• **Problem to work on**
Find the line in the entries below that contains "M 1889,784 L 1911,763 L 1921,736". Repeat it exactly, and every line after it through the line that contains "M 1319,76 L".

• **Records shown**

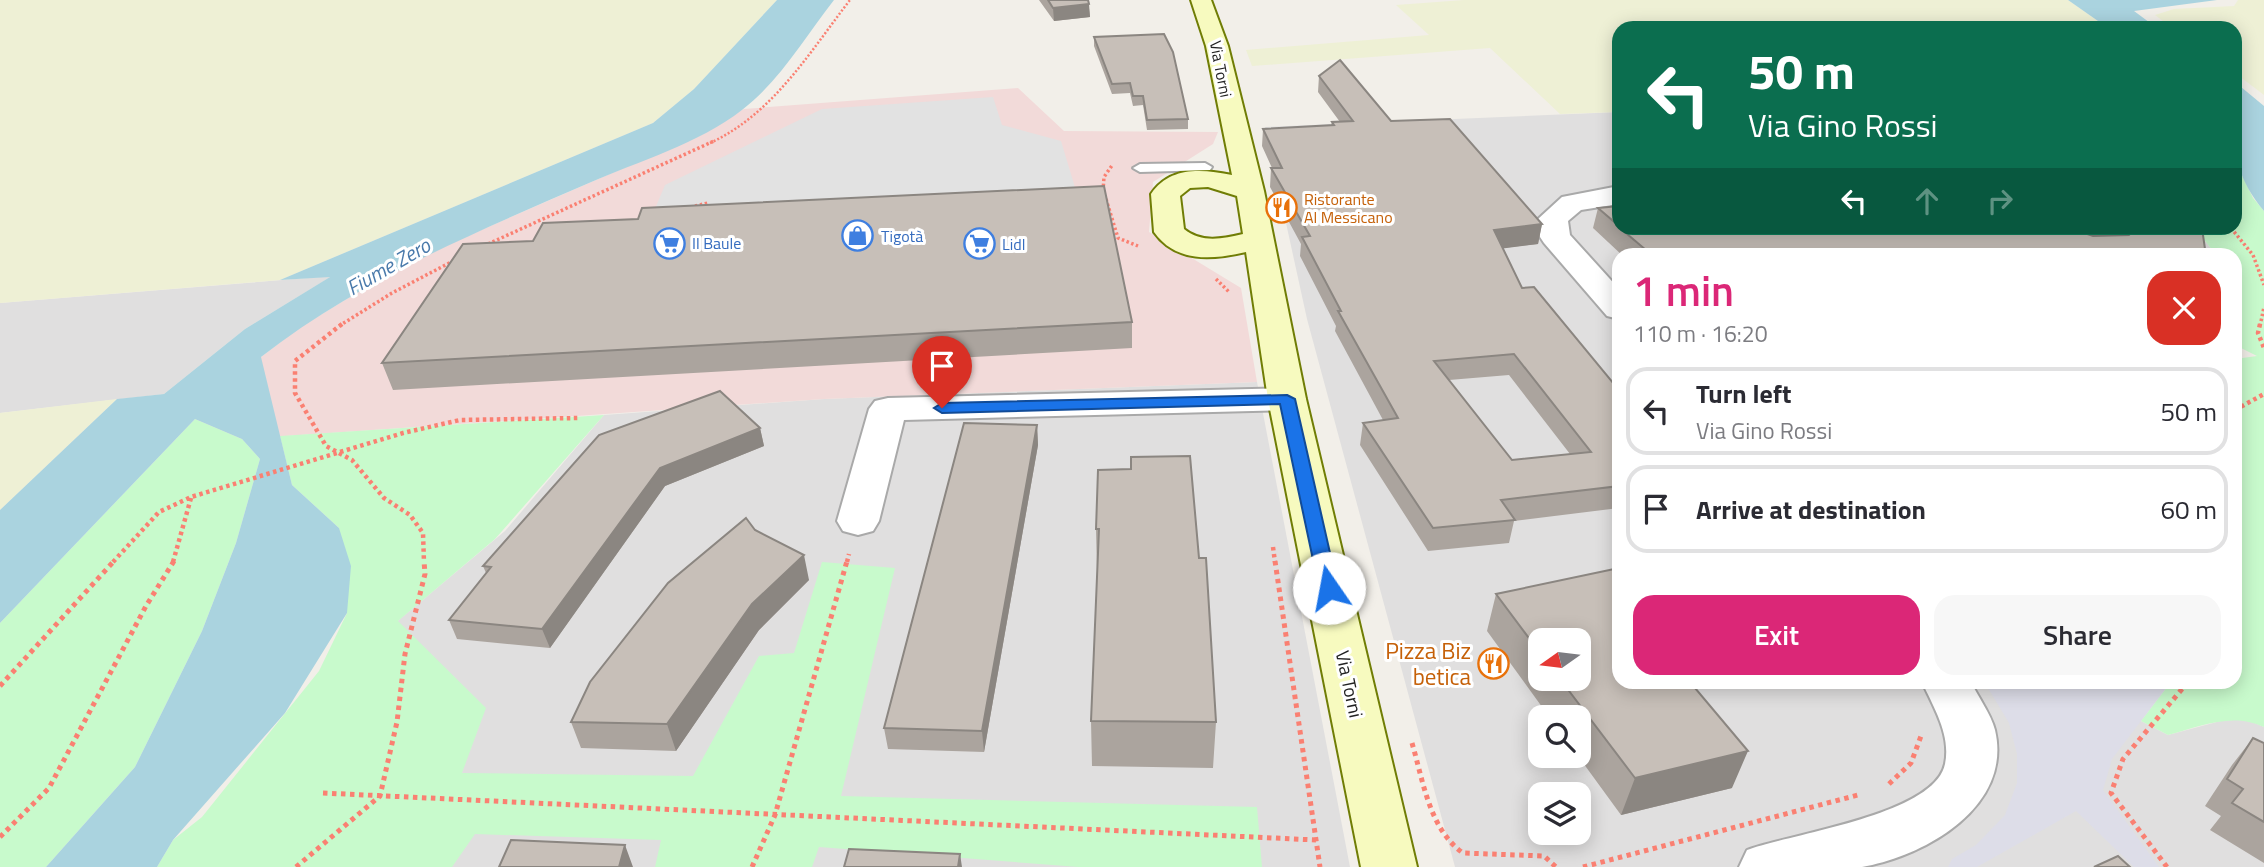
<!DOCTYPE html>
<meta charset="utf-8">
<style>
:root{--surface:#fff;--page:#f7f7f7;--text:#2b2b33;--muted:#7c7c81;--line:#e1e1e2;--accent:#db2777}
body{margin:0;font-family:"Titillium Web",sans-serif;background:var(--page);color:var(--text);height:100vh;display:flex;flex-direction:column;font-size:26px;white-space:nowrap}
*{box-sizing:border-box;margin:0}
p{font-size:23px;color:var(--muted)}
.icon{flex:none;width:38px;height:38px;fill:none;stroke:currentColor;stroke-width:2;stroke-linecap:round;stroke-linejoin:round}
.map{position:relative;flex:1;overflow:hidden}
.details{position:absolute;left:1612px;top:248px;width:630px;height:441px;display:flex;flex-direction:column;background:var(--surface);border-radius:21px;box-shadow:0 4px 18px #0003}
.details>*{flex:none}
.banner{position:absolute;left:1612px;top:21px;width:630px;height:214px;border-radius:21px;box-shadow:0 4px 18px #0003;background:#0b6e4f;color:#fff;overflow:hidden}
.needle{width:46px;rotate:256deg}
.controls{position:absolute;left:1528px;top:628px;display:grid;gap:14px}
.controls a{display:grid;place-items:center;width:63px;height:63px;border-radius:14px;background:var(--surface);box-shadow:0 4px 18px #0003;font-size:35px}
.pin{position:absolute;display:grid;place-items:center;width:60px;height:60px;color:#fff;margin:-72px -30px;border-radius:50% 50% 50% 0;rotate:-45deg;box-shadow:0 0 7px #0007}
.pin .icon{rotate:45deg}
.me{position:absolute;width:77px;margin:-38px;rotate:348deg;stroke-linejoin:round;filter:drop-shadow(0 0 5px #0008)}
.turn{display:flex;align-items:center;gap:24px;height:147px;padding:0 21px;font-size:32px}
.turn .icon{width:91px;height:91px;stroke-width:2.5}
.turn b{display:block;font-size:49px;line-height:60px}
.lanes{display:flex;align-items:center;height:66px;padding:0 21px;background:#0003;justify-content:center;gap:35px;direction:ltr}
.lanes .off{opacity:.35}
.round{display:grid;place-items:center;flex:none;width:74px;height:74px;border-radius:21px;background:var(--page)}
.overview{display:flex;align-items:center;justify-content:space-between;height:119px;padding:0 21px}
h1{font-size:42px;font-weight:600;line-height:52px;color:var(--accent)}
.primary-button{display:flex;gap:14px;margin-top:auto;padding:14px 21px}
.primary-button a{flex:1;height:80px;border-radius:21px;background:var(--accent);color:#fff;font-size:28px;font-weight:600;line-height:80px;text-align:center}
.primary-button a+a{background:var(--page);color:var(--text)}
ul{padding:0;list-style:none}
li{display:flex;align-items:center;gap:21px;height:88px;margin:0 14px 10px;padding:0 7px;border:4px solid var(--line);border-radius:21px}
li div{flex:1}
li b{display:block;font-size:26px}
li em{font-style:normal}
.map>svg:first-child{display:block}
.residential{fill:#e0dfdf;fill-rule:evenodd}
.commercial{fill:#f2dad9}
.farmland{fill:#eef0d5}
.park{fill:#c8facc}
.parking{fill:#e2e2e2}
.plaza{fill:#dddde8}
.water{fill:#aad3df}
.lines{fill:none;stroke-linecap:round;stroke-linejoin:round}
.lane-casing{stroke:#a9a9a9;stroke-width:4}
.street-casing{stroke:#a9a9a9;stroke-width:4}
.secondary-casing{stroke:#707d05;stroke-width:4}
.path-far3{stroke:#fa8072;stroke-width:2.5;stroke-dasharray:2 2;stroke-linecap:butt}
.path-far2{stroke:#fa8072;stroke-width:3.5;stroke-dasharray:2.5 2.5;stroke-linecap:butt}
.path-far1{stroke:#fa8072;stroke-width:4.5;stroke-dasharray:3.5 3.5;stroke-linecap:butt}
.path{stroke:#fa8072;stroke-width:5;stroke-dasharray:4.5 4.5;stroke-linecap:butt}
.lane{fill:#fff;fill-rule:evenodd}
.street{fill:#fff;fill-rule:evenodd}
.secondary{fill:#f7fabf;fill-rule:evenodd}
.wall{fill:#aba49e;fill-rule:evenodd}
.shaded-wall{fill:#8b8681}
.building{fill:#c7bfb8;stroke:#8b8681;stroke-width:2;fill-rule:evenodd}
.route{fill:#1a73e8;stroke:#114b97;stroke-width:2}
.labels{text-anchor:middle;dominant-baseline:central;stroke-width:6;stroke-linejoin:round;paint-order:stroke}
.far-street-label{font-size:16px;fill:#222;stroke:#fff}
.far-food-label{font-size:16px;fill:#c56008;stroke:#fff;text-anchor:start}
.far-shop-label{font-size:16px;fill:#366cbe;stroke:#fff;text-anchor:start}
.street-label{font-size:19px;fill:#222;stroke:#fff}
.water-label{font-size:21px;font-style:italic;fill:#4a7aab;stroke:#fff}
.near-food-label{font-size:23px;fill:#c56008;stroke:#fff;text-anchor:end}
</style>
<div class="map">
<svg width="2264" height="867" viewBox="0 0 2264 867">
<rect width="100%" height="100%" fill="#f2efe9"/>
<path class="residential" d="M 1619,112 L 1619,228 L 2195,228 L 2216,255 L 1619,256 L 1619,682 L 2170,683 L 2141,721 L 2168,735 L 2228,719 L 2248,720 L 2264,727 L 2264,867 L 1455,867 L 1307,319 L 1265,127 ZM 1540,640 L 1578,640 L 1578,679 L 1540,679 ZM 1540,718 L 1578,718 L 1578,756 L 1540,756 ZM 1540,794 L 1578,794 L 1578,833 L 1540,833 Z
M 332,276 L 245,329 L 164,394 L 0,413 L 0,303 Z
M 1257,382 L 1350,867 L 184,867 L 375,640 L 505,531 L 604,415 L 824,399 Z"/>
<path class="commercial" d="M 1018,88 L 1064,131 L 1218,132 L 1213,144 L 1153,182 L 1149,232 L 1241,288 L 1257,382 L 824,399 L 242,439 L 195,419 L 261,357 L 299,328 L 378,280 L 426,254 L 688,140 L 744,109 Z"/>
<path class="farmland" d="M 0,0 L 777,0 L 694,89 L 653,123 L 280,280 L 0,303 Z
M 1464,0 L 2068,0 L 2108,28 L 1619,28 L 1619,112 L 1560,114 L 1490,48 L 1252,66 L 1246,50 L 1429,35 L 1396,5 Z
M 2238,0 L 2264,0 L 2264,95 L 2235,73 L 2235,28 L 2172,28 L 2155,15 L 2174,9 L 2234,6 Z
M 117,399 L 0,510 L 0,413 Z"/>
<path class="park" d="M 2235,161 L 2253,198 L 2264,211 L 2264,727 C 2232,712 2201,726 2168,735 L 2141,721 L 2170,683 L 2235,682 L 2235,359 L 2257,356 L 2235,345 L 2235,256 L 2216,255 L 2195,228 L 2235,228 Z
M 604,415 L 495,539 L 398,621 L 486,708 L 462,773 L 693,776 L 759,656 L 794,653 L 822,562 L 895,568 L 841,796 L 1257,807 L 1262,867 L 1079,867 L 819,847 L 812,867 L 655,867 L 661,840 L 475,834 L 452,867 L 157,867 L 173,840 L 202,817 L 319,671 L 347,613 L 339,528 L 292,485 L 280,436 Z
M 195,419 L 242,439 L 260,459 L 236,543 L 202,631 L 135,767 L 46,867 L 0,867 L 0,623 Z"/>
<path class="parking" d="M 993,97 L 1002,125 L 1061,141 L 1080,204 L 649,223 L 665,185 L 822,109 Z"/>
<path class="plaza" d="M 1985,683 L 2170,683 L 2112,759 L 2103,790 L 2159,867 L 2134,867 L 2076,811 L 1977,867 L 1948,867 L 1952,859 L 1976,845 L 2005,815 L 2017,783 L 2017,754 L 2009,723 Z"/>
<path class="water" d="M 777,0 L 834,0 C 805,37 779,82 742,110 C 698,144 639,161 589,183 C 474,233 360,280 261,357 L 292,485 L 339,528 L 351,566 L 347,613 L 285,713 L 173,840 L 157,867 L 46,867 L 135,767 L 202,631 L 236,543 L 260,459 L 242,439 L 195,419 L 0,623 L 0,510 L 117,399 L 164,394 L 245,329 L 330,277 L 280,280 L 653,123 L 694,89 Z
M 2068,0 L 2217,0 L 2134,11 L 2157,28 L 2108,28 Z
M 2235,82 L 2264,106 L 2264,211 C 2227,166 2235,136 2235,82 Z"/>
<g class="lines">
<defs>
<path id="lane" d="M 1205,163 L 1212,167 L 1210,170 L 1140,172 L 1133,168 L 1140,164 Z"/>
<path id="street" d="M 1619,186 L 1619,204 L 1581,210 L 1568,221 L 1570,235 L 1619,289 L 1619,319 L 1607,316 L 1544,243 L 1540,237 L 1538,219 L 1562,197 Z
M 1287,388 L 1300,391 L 1306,399 L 1300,407 L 1287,410 L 904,420 L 879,521 L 873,531 L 858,535 L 843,531 L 837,521 L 869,409 L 875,401 L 888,398 Z
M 1922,682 L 1971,682 C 1978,697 1991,714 1995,730 C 2013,806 1926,856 1862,867 C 1829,867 1774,867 1739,867 L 1747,850 C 1789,834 1935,815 1945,764 C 1951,735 1934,708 1922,682 Z"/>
<path id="secondary" d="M 1191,0 L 1211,0 L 1228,46 L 1264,191 L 1306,399 L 1417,867 L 1361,867 L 1268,399 L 1246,252 C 1212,260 1176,263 1154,232 L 1151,194 C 1170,166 1202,169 1232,175 L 1206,46 ZM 1208,187 L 1237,196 L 1243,234 C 1222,239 1201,243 1184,229 L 1180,196 L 1190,188 Z"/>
</defs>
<use href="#lane" class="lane-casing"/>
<use href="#street" class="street-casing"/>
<use href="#secondary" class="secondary-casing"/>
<path class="path-far3" d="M 710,143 C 773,114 809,53 850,0"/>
<path class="path-far2" d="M 1103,191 L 1104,177 L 1113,164
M 1106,199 L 1118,238 L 1138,246
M 695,206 L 708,203
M 2231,228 L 2253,255 L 2264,285
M 488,244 L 714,141
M 1216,279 L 1230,293
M 339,326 L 392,293 L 455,260
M 2260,326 L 2264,307"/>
<path class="path-far1" d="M 342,324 L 295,361 L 295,393 L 326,446 L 352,460 L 384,498 L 410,515 L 423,533 L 424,562
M 2260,324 L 2258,333 L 2264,348
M 2235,410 L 2264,394
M 1273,547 L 1275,562
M 113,562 L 159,512 L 191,497 L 403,433 L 460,420 L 578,418
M 173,562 L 191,498
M 847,562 L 849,554"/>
<path class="path" d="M 1275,561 L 1320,867
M 0,686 L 114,561
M 1412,743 C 1423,780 1429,829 1463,853 L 1544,856 L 1556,867
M 1889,784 L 1911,763 L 1921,736
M 323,793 L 1316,840
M 0,837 L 49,788 L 146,606 L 174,561
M 296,867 L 380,796 L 397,722 L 405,654 L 425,574 L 424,561
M 752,867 L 775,815 L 847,561
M 1583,867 L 1858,795
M 2167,867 L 2111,793 L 2123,759 L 2188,682"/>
<use href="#lane" class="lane"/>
<use href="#street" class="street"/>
<use href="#secondary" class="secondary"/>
</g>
<path class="wall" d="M 1039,0 L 1088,0 L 1090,17 L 1054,21 Z
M 1094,37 L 1188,119 L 1188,129 L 1147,130 L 1143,105 L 1133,106 L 1130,93 L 1112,94 L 1094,46 Z
M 1319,76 L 1391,121 L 1542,224 L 1538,244 L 1503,248 L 1522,288 L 1619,390 L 1619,508 L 1514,521 L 1509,543 L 1428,551 L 1360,445 L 1363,423 L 1383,420 L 1335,331 L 1336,326 L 1300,256 L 1301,244 L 1270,187 L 1271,168 L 1272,168 L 1262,146 L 1263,129 L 1331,125 L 1332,122 L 1340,122 L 1318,92 ZM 1509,375 L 1570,454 L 1512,460 L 1449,380 Z
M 1619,206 L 1619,228 L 2202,228 L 2206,256 L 1623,256 L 1593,228 L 1598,208 ZM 2074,229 L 2082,229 L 2095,236 L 2093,236 Z
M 1132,322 L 1132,348 L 393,390 L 382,363 Z
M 1037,425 L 1038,445 L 984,752 L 888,749 L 884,728 Z
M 760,428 L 764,446 L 665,486 L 550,648 L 457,639 L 449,620 L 486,573 L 483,566 Z
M 1098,470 L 1199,558 L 1216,722 L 1213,768 L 1092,766 L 1091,721 L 1097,572 L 1096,529 Z
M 755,530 L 809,580 L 759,630 L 676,751 L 581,748 L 571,722 Z
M 1496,594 L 1732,788 L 1621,815 L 1578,756 L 1578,718 L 1550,718 L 1487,631 ZM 1540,640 L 1578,679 L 1540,679 Z
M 2253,738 L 2264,743 L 2264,863 L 2210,830 L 2221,816 L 2205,806 L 2232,765 Z"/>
<path class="shaded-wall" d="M 1089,4 L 1090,17 L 1054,21 L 1053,8 Z
M 1542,224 L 1538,244 L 1491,250 L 1494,230 Z
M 1037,425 L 1038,445 L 984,752 L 982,731 Z
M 760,428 L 764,446 L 665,486 L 550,648 L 542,629 L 660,468 Z
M 804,555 L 809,580 L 759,630 L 676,751 L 667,724 L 752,604 Z
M 1748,751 L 1732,788 L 1621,815 L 1635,778 Z
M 625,845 L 633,867 L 619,867 Z
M 960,854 L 962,867 L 958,867 Z"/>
<path class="building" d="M 1048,0 L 1088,0 L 1089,4 L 1053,8 Z
M 1164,34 L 1173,52 L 1188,119 L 1147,120 L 1143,96 L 1133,96 L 1130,83 L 1112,84 L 1094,37 Z
M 1340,60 L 1391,121 L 1450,119 L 1542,224 L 1494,230 L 1522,288 L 1534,287 L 1619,390 L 1619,486 L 1501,500 L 1515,520 L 1433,528 L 1363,423 L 1398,418 L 1338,311 L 1341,311 L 1302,237 L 1310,236 L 1271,168 L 1282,168 L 1263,129 L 1334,125 L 1332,122 L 1353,121 L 1319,76 ZM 1514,354 L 1591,452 L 1512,460 L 1434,361 Z
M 1104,186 L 1132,322 L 382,363 L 463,244 L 533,241 L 543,223 L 638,219 L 642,208 Z
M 1619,206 L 1619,226 L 1598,208 Z
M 1620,228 L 2070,228 L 2093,236 L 2128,235 L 2121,228 L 2202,228 L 2206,256 L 1653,256 Z
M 720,391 L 760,428 L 660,468 L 542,629 L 449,620 L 491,567 L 483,566 L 599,435 Z
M 964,423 L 1037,425 L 982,731 L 884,728 Z
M 1190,456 L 1199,558 L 1206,558 L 1216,722 L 1091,721 L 1099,529 L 1096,529 L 1098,470 L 1131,469 L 1131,457 Z
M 746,518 L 755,530 L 804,555 L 752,604 L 667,724 L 571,722 L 590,682 L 668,583 Z
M 1619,568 L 1619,682 L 1690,682 L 1748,751 L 1635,778 L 1560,679 L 1578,679 L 1578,640 L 1540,640 L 1540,653 L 1496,594 Z
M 2253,738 L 2264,743 L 2264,822 L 2232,803 L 2243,789 L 2227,779 Z
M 511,840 L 625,845 L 619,867 L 499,867 Z
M 849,849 L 960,854 L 958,867 L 844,867 Z
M 2118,856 L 2130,867 L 2094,867 Z"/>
<path class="route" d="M 1287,395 L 1295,399 L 1338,588 L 1329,595 L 1319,588 L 1280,404 L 942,413 L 934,408 L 942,403 Z"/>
<defs>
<symbol id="restaurant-ring" viewBox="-11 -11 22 22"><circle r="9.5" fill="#fff" stroke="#e8710a" stroke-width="1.5"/><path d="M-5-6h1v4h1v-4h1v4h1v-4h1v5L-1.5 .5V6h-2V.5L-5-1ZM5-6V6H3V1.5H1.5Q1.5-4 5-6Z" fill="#e8710a"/></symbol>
<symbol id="shop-ring" viewBox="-11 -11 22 22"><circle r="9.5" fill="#fff" stroke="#3f7fe0" stroke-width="1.5"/><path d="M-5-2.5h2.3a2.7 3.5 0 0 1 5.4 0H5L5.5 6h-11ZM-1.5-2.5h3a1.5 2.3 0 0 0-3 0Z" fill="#3f7fe0"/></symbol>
<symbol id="supermarket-ring" viewBox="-11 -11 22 22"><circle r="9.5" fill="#fff" stroke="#3f7fe0" stroke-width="1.5"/><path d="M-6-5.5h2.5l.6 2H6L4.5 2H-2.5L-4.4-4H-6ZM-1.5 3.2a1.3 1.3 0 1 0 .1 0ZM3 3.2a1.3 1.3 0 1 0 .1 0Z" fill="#3f7fe0"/></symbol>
</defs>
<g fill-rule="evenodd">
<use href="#restaurant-ring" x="1264" y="190" width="35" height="35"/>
<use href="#shop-ring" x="840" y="218" width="35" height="35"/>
<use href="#supermarket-ring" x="652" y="226" width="35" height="35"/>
<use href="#supermarket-ring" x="962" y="226" width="35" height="35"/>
<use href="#restaurant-ring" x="1476" y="646" width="35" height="35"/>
</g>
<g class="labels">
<g class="far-street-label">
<text transform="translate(1221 69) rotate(79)">Via Torni</text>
</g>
<g class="far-food-label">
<text x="1304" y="199">Ristorante<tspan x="1304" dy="18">Al Messicano</tspan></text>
</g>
<g class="far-shop-label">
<text x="881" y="236">Tigotà</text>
<text x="692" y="243">Il Baule</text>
<text x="1002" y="244">Lidl</text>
</g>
<g class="street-label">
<text transform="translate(1350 684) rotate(78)">Via Torni</text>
</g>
<g class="water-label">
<text transform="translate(388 266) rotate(-30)">Fiume Zero</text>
</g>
<g class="near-food-label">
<text x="1471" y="650">Pizza Biz<tspan x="1471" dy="26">betica</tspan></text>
</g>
</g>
</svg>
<div class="controls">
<a><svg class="needle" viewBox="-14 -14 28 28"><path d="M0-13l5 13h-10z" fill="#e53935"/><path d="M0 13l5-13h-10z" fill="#7c7c81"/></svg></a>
<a><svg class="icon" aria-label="search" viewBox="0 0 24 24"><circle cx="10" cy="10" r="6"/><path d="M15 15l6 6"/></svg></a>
<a><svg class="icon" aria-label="layers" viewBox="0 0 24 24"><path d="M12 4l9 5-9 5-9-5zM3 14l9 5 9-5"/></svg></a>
</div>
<div class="pin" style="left:942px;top:408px;background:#d93025"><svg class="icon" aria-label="arrive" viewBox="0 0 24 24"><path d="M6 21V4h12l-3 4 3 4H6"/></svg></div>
<svg class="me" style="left:1329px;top:588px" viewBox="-20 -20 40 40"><circle r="19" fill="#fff"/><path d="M0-13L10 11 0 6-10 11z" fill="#1a73e8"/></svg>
<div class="banner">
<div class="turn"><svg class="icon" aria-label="left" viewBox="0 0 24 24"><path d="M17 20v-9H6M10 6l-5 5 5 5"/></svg><div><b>50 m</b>Via Gino Rossi</div></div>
<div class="lanes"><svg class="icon" aria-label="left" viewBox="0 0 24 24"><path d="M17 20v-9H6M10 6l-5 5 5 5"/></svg><svg class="icon off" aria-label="ahead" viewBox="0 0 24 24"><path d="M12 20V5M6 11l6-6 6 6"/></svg><svg class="icon off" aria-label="right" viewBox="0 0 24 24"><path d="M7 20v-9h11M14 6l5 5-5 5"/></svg></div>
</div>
<section class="details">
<div class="overview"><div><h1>1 min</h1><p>110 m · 16:20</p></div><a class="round" style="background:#d93025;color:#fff"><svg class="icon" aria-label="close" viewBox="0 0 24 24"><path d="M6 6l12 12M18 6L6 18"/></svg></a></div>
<ul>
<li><svg class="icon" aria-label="left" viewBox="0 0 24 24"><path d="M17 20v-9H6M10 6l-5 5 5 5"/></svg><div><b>Turn left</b><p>Via Gino Rossi</p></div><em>50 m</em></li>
<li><svg class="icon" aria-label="arrive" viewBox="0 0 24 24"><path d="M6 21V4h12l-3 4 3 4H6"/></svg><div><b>Arrive at destination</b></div><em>60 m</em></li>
</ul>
<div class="primary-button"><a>Exit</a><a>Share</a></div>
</section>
</div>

• **Task response**
M 1889,784 L 1911,763 L 1921,736
M 323,793 L 1316,840
M 0,837 L 49,788 L 146,606 L 174,561
M 296,867 L 380,796 L 397,722 L 405,654 L 425,574 L 424,561
M 752,867 L 775,815 L 847,561
M 1583,867 L 1858,795
M 2167,867 L 2111,793 L 2123,759 L 2188,682"/>
<use href="#lane" class="lane"/>
<use href="#street" class="street"/>
<use href="#secondary" class="secondary"/>
</g>
<path class="wall" d="M 1039,0 L 1088,0 L 1090,17 L 1054,21 Z
M 1094,37 L 1188,119 L 1188,129 L 1147,130 L 1143,105 L 1133,106 L 1130,93 L 1112,94 L 1094,46 Z
M 1319,76 L 1391,121 L 1542,224 L 1538,244 L 1503,248 L 1522,288 L 1619,390 L 1619,508 L 1514,521 L 1509,543 L 1428,551 L 1360,445 L 1363,423 L 1383,420 L 1335,331 L 1336,326 L 1300,256 L 1301,244 L 1270,187 L 1271,168 L 1272,168 L 1262,146 L 1263,129 L 1331,125 L 1332,122 L 1340,122 L 1318,92 ZM 1509,375 L 1570,454 L 1512,460 L 1449,380 Z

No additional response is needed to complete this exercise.